About 10 miles south of Mayfield, Micah Seavers has been helping deliver food and heating fuel to tornado survivors throughout the region, especially as temperatures recently dipped below freezing. Seavers owns Southern Red’s BBQ & Catering in Pilot Oak and has been trying to provide shelter for some displaced people by building tiny homes on his property.

Seavers said he hasn’t seen the FEMA trailers in his community yet and doesn’t know when they’ll arrive. So he plans to cut through “red tape” and build 28 of the small structures on his property, which is surrounded by rolling farmland and normally operates as a youth hunting camp.

“If I want to help people, I’m gonna help people. Nobody’s gonna say, ‘oh, well, you can only help them this way or that way.’ No, we’re just gonna help them.
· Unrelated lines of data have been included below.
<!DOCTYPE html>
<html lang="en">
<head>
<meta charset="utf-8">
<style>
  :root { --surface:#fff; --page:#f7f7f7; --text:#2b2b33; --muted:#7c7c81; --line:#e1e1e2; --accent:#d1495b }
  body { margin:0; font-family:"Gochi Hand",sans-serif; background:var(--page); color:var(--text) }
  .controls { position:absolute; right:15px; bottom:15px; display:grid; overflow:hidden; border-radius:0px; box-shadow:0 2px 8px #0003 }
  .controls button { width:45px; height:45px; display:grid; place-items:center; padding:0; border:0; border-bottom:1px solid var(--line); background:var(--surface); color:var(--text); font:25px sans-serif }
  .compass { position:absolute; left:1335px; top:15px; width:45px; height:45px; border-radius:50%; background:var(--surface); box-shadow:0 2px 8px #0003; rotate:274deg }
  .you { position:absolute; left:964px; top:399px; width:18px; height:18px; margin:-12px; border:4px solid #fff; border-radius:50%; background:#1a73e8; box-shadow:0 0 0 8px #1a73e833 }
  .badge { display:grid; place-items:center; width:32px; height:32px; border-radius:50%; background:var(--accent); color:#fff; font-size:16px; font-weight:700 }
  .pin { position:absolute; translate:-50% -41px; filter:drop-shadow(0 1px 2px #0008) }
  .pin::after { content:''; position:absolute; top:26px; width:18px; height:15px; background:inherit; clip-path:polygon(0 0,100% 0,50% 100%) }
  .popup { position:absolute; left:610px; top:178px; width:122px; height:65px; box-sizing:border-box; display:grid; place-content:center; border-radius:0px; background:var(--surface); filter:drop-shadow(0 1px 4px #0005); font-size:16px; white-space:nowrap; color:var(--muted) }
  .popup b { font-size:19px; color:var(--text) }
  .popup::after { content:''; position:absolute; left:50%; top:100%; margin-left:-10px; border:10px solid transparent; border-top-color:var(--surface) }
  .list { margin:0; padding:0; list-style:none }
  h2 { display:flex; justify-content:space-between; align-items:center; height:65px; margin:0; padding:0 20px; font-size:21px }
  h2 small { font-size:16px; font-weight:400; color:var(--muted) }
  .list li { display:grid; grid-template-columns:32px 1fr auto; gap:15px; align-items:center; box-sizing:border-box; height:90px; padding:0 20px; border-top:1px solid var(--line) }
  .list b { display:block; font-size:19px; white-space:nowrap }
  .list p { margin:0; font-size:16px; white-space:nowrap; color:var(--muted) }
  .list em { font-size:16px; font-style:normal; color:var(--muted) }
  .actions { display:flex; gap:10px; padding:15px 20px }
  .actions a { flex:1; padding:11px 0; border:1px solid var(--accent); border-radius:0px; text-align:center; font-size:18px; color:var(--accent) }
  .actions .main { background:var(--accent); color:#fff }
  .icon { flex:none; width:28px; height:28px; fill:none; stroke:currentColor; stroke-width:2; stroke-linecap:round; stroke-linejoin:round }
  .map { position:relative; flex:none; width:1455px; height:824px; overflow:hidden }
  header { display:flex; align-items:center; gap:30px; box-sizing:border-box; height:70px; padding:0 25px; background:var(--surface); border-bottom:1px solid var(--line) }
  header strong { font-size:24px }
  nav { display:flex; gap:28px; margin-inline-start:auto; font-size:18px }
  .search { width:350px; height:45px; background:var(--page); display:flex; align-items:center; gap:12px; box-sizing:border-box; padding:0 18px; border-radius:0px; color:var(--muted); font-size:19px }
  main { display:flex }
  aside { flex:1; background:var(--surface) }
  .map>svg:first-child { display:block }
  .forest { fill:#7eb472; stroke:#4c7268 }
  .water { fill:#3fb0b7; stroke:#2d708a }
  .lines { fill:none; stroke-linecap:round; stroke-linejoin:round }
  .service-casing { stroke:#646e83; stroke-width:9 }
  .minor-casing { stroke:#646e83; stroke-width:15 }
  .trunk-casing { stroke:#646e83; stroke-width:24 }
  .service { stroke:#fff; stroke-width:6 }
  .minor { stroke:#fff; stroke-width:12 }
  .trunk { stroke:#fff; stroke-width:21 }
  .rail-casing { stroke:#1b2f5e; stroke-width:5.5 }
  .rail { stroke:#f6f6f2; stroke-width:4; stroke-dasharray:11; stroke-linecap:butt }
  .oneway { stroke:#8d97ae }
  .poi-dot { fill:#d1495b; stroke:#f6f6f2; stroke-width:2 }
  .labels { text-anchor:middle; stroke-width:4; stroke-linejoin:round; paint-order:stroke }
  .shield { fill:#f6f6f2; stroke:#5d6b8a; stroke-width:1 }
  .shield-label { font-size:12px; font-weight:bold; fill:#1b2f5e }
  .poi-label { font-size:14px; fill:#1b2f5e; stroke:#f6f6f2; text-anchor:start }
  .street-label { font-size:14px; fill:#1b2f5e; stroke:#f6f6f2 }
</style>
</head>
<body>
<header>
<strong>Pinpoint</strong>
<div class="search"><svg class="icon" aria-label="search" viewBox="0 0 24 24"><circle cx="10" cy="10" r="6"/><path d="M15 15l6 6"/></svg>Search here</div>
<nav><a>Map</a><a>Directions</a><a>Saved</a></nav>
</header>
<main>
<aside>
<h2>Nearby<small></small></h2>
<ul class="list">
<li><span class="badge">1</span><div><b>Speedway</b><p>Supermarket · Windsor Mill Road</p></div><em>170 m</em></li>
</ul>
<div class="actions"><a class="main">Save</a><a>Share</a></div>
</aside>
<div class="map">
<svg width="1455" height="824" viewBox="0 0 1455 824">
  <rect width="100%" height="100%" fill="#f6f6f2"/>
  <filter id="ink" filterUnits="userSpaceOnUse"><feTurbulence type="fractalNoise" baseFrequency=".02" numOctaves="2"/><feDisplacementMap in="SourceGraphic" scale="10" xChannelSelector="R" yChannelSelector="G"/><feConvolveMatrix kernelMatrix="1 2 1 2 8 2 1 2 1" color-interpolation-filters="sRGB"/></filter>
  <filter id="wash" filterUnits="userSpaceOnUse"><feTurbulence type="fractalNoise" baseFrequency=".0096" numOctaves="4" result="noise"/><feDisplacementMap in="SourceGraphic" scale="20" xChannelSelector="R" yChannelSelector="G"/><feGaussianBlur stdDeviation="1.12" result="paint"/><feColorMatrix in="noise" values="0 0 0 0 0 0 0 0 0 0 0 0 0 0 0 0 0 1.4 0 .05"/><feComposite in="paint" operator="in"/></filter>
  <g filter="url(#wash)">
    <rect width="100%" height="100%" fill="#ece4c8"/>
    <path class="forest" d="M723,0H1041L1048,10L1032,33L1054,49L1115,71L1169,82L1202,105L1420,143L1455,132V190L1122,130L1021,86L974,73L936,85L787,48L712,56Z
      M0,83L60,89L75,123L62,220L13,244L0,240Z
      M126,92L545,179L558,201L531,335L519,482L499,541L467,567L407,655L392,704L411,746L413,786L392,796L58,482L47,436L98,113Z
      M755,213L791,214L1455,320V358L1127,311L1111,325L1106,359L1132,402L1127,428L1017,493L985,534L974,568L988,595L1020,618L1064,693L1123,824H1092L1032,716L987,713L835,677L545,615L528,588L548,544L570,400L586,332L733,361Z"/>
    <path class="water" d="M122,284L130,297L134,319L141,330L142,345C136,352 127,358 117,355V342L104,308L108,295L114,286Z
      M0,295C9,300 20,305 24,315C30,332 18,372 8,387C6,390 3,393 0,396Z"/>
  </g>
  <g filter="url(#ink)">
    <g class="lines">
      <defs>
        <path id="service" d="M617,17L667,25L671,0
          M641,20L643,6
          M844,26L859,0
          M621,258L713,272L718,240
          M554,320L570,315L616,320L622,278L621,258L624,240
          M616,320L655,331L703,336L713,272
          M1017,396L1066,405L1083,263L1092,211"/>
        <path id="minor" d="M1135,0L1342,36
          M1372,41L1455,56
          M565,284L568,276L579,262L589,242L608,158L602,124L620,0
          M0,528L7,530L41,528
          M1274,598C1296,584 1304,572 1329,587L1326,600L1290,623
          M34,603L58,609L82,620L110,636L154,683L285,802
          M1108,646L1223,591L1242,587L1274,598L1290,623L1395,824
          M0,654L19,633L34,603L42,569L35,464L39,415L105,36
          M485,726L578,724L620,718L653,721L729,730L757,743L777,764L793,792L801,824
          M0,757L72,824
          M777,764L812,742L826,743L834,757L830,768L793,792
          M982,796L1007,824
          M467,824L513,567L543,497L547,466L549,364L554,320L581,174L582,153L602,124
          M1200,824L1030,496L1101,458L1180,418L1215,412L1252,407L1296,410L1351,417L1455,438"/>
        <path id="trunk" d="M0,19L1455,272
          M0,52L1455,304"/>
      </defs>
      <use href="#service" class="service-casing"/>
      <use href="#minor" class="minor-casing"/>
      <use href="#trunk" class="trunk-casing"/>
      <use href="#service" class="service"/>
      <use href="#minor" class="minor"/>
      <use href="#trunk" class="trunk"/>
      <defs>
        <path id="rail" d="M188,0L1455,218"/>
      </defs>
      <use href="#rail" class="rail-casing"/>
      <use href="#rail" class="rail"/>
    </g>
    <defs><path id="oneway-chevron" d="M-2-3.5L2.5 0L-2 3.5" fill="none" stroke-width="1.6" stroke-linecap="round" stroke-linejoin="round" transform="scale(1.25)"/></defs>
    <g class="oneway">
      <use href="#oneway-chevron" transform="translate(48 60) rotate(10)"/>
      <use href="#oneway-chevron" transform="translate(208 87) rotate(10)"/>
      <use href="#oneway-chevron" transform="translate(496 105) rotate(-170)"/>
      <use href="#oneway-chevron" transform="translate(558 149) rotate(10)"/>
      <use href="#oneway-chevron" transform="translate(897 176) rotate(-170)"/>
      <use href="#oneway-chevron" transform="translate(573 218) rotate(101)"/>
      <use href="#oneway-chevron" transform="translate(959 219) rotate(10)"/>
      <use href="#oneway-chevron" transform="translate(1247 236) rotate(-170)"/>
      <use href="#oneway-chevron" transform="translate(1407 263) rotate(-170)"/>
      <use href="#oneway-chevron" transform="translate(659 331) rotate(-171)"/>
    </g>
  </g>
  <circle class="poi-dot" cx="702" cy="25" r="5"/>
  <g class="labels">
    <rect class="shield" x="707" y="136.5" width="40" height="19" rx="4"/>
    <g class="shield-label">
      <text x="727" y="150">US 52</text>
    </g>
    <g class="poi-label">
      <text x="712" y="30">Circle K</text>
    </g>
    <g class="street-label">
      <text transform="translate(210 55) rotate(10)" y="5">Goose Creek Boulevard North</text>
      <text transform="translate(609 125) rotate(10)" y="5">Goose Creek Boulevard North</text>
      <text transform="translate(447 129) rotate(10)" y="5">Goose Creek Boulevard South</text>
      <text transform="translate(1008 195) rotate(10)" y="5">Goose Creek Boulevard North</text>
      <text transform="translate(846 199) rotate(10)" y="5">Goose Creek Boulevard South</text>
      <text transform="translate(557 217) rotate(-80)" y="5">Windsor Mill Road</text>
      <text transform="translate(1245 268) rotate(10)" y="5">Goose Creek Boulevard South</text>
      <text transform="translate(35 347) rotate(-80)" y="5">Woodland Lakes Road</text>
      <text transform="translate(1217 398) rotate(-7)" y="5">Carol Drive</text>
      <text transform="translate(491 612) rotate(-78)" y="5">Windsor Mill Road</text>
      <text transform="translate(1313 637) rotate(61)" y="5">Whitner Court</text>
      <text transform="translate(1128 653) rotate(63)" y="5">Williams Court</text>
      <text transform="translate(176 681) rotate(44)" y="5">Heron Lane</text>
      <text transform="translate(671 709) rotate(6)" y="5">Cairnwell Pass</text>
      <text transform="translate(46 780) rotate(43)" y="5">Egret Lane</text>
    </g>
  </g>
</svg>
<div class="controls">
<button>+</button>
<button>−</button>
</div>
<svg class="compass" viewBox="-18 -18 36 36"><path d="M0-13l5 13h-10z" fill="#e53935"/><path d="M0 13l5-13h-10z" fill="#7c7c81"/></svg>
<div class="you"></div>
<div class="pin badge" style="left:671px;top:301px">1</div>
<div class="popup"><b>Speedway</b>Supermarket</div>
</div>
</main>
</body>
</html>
That’s what we’re gonna do,” Seavers said.

Mayfield and Graves County struggled before the tornado and Seavers says the disaster “opened a lot of people’s eyes” to the disparities of the region. He said he wants to use the tiny homes as a place for families to seek education like GEDs and learn practical skills like finance or cooking classes.

The soft light of the sunset shines over the camp as a school bus arrives, dropping off kids from Mayfield Independent Schools with their families already living on the property.

As his daughter helps him mark out the planned construction area with little orange flags, Seavers says he wants to keep his community intact.

“These people who are discouraged now are just going to leave,” Seavers said. “I feel like we just need to push, and I hope that this is something that can help with that.”